**YOUR INSTRUCTIONS**:
Write out every line of the material exactly as it appears.

┌────────

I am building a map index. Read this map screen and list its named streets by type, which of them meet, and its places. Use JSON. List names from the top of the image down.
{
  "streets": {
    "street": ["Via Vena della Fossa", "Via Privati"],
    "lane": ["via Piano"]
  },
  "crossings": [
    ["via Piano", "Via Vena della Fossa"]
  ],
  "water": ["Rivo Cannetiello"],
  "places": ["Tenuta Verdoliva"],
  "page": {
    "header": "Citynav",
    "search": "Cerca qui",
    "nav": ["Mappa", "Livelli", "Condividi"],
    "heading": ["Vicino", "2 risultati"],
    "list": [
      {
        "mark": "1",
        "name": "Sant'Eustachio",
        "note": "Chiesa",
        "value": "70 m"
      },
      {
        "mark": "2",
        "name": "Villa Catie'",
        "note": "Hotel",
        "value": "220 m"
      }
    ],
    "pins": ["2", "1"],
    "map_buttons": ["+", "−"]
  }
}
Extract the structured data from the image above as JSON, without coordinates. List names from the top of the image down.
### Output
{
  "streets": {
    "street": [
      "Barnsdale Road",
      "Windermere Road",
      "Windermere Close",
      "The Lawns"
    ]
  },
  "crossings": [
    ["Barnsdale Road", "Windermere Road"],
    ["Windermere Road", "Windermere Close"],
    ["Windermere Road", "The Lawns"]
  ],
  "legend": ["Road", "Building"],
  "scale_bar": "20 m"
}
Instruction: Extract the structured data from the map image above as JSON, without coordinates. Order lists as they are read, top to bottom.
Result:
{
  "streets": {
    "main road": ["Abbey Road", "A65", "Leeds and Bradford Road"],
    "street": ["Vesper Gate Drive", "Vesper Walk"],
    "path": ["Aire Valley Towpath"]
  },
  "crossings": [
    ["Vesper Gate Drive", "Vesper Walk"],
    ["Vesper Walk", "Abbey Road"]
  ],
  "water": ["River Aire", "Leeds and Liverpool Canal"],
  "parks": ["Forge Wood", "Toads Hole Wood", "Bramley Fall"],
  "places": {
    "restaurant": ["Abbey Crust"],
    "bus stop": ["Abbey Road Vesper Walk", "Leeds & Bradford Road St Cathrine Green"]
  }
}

└────────

**ANSWER BOX**:
I am building a map index. Read this map screen and list its named streets by type, which of them meet, and its places. Use JSON. List names from the top of the image down.
{
  "streets": {
    "street": ["Via Vena della Fossa", "Via Privati"],
    "lane": ["via Piano"]
  },
  "crossings": [
    ["via Piano", "Via Vena della Fossa"]
  ],
  "water": ["Rivo Cannetiello"],
  "places": ["Tenuta Verdoliva"],
  "page": {
    "header": "Citynav",
    "search": "Cerca qui",
    "nav": ["Mappa", "Livelli", "Condividi"],
    "heading": ["Vicino", "2 risultati"],
    "list": [
      {
        "mark": "1",
        "name": "Sant'Eustachio",
        "note": "Chiesa",
        "value": "70 m"
      },
      {
        "mark": "2",
        "name": "Villa Catie'",
        "note": "Hotel",
        "value": "220 m"
      }
    ],
    "pins": ["2", "1"],
    "map_buttons": ["+", "−"]
  }
}
Extract the structured data from the image above as JSON, without coordinates. List names from the top of the image down.
### Output
{
  "streets": {
    "street": [
      "Barnsdale Road",
      "Windermere Road",
      "Windermere Close",
      "The Lawns"
    ]
  },
  "crossings": [
    ["Barnsdale Road", "Windermere Road"],
    ["Windermere Road", "Windermere Close"],
    ["Windermere Road", "The Lawns"]
  ],
  "legend": ["Road", "Building"],
  "scale_bar": "20 m"
}
Instruction: Extract the structured data from the map image above as JSON, without coordinates. Order lists as they are read, top to bottom.
Result:
{
  "streets": {
    "main road": ["Abbey Road", "A65", "Leeds and Bradford Road"],
    "street": ["Vesper Gate Drive", "Vesper Walk"],
    "path": ["Aire Valley Towpath"]
  },
  "crossings": [
    ["Vesper Gate Drive", "Vesper Walk"],
    ["Vesper Walk", "Abbey Road"]
  ],
  "water": ["River Aire", "Leeds and Liverpool Canal"],
  "parks": ["Forge Wood", "Toads Hole Wood", "Bramley Fall"],
  "places": {
    "restaurant": ["Abbey Crust"],
    "bus stop": ["Abbey Road Vesper Walk", "Leeds & Bradford Road St Cathrine Green"]
  }
}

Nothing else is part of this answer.